La jolie dame

Une cliente du Bonheur des Dames, une adorable blonde que les vendeurs appellent entre eux « la jolie dame », ne sachant rien d’elle, pas même son nom. Elle achète beaucoup, fait porter dans sa voiture, puis disparaît. Grande, élégante, mise avec un charme exquis, elle semble fort riche et du meilleur monde. A chacune de ses apparitions, on se livre à des hypothèses, simplement pour causer.
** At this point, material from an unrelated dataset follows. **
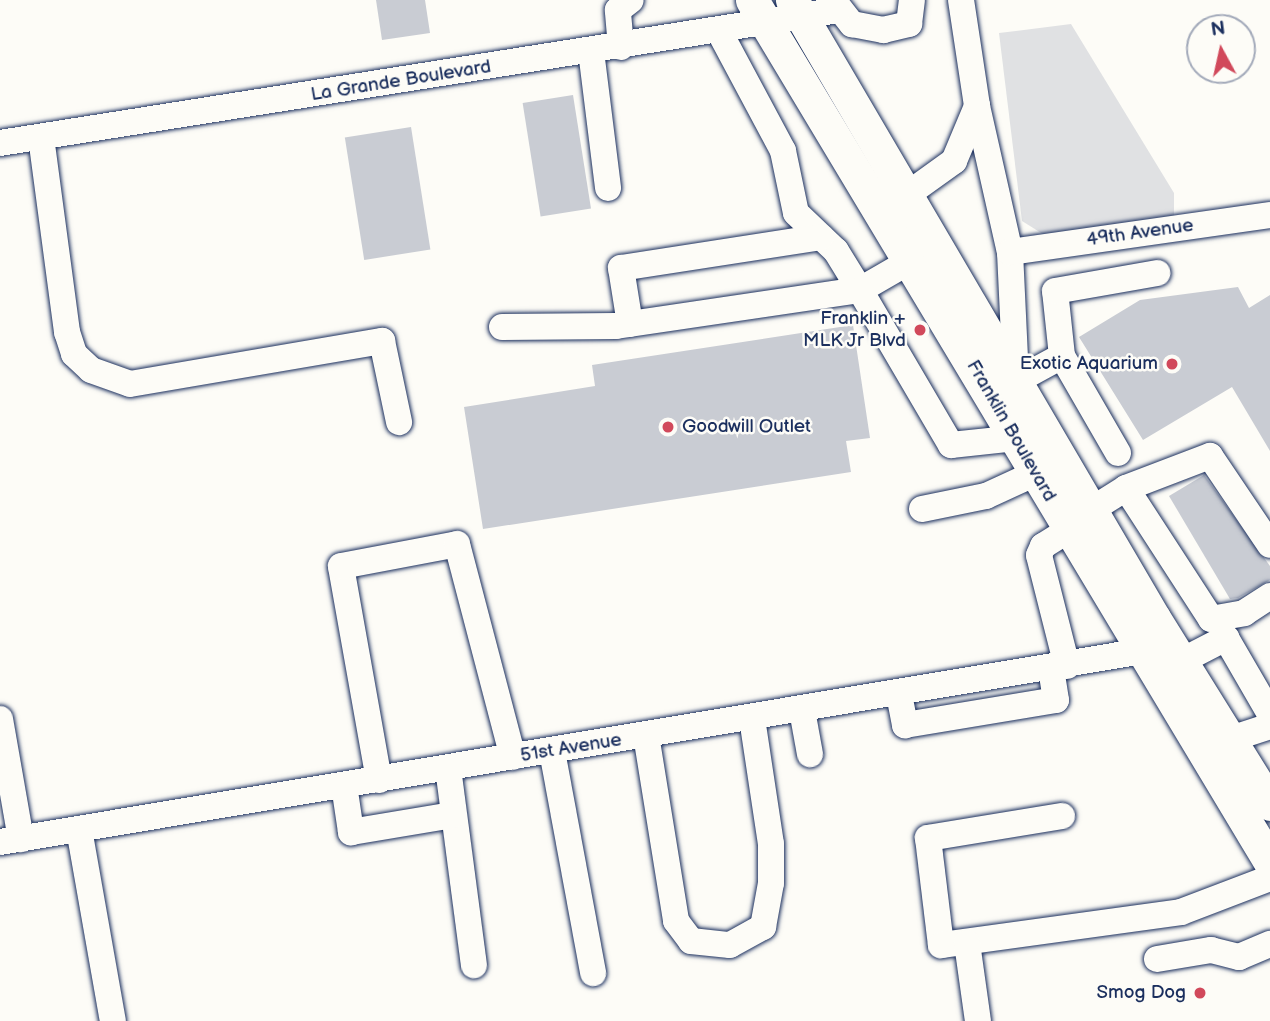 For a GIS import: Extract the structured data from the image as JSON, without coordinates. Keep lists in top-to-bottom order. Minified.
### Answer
{"streets":{"main road":["Franklin Boulevard"],"street":["La Grande Boulevard","49th Avenue","51st Avenue"]},"crossings":[["La Grande Boulevard","Franklin Boulevard"],["Franklin Boulevard","51st Avenue"]],"places":["Franklin + MLK Jr Blvd","Exotic Aquarium","Goodwill Outlet","Smog Dog"],"north":"top"} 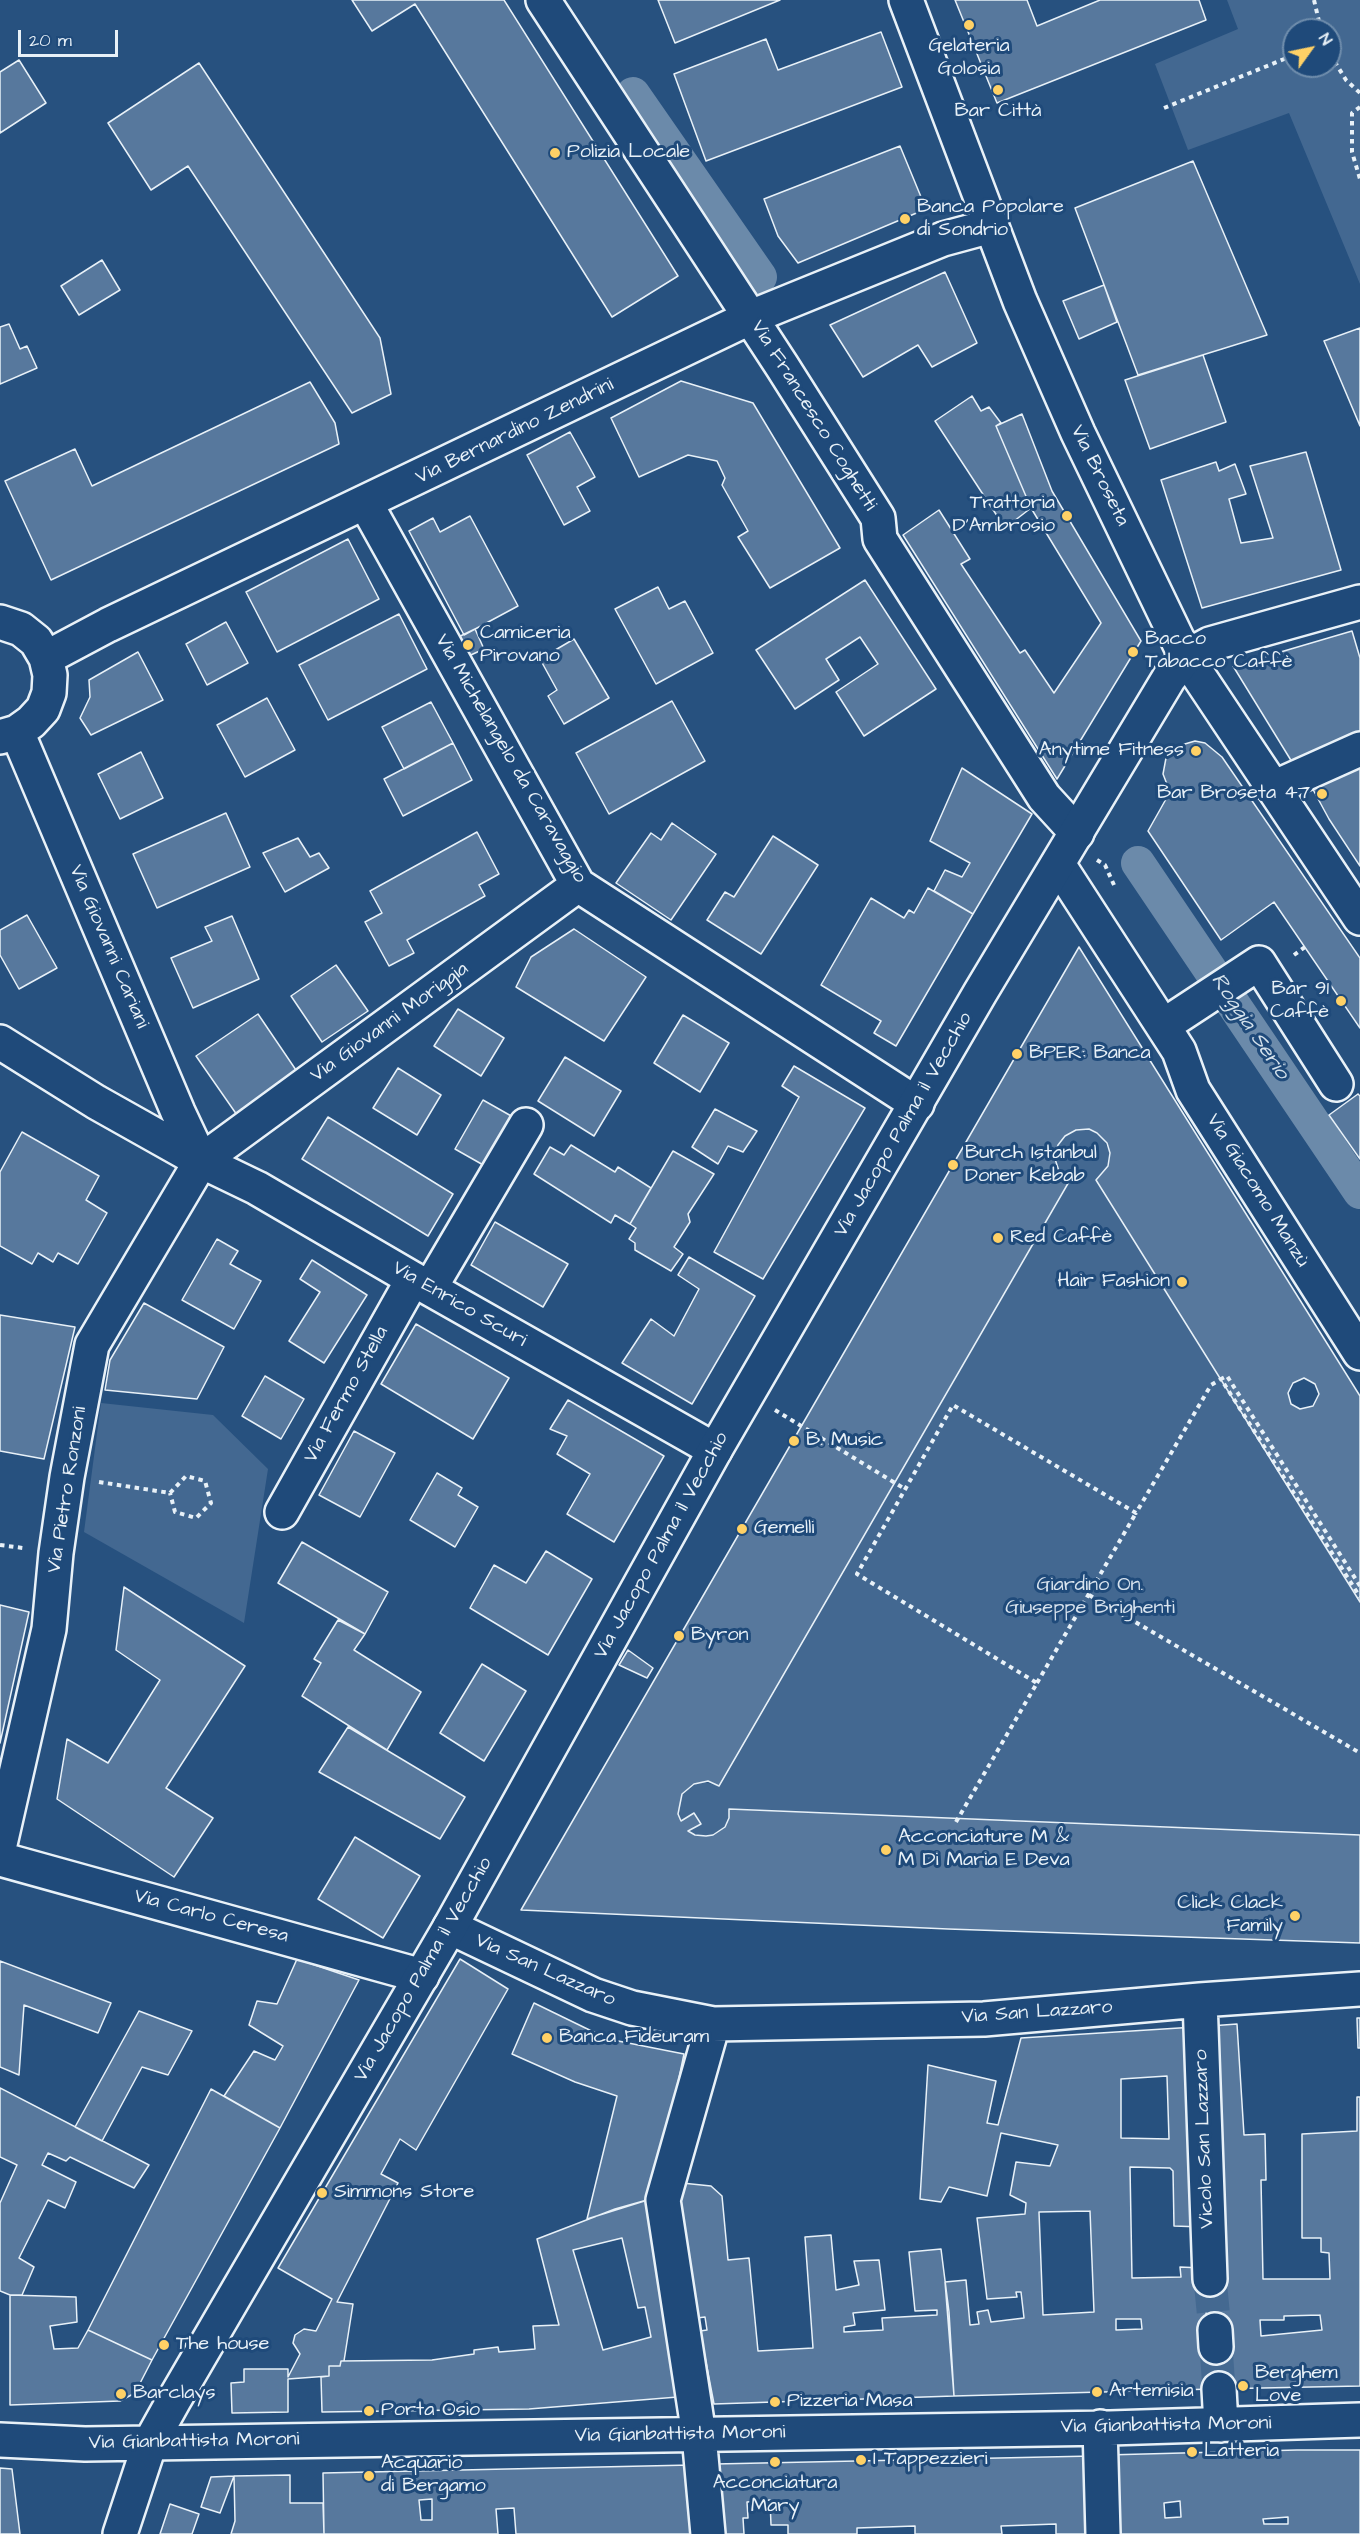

Le vendeur qui ne l’a pas servie prétend que c’est une cocotte, celui qui a fait la vente assure qu’elle a l’air trop comme il faut, ça doit être la femme d’un boursier on d’un médecin [117]. Elle est venue un jour avec un petit garçon de quatre ou cinq ans; l’un pense qu’elle est mariée, l’autre dit que le mioche ne prouve rien, car il peut être à une amie ; ce qu’il y a de sûr, c’est qu’elle doit avoir pleuré, car elle est triste et elle a les yeux rouges : son mari lui a peut-être allongé des gifles, à moins que ce’ ne soit son amant qui l’ait plantée là [192]. Comme elle vient une autre fois en grand deuil, on ne pense pas qu’elle ait perdu son père, car elle serait plus triste ; c’est plutôt son mari, alors elle n’est pas une cocotte véritable ; pourtant, il se peut qu’elle soit en deuil de sa mère [303]. Et les appréciations gratuites vont leur train : elle maigrit, elle engraisse, elle a bien dormi ou elle s’est couchée tard la veille, et si elle paraît très gaie, on suppose qu’elle se remarie ou qu’elle a gagné de l’argent à la Bourse [499].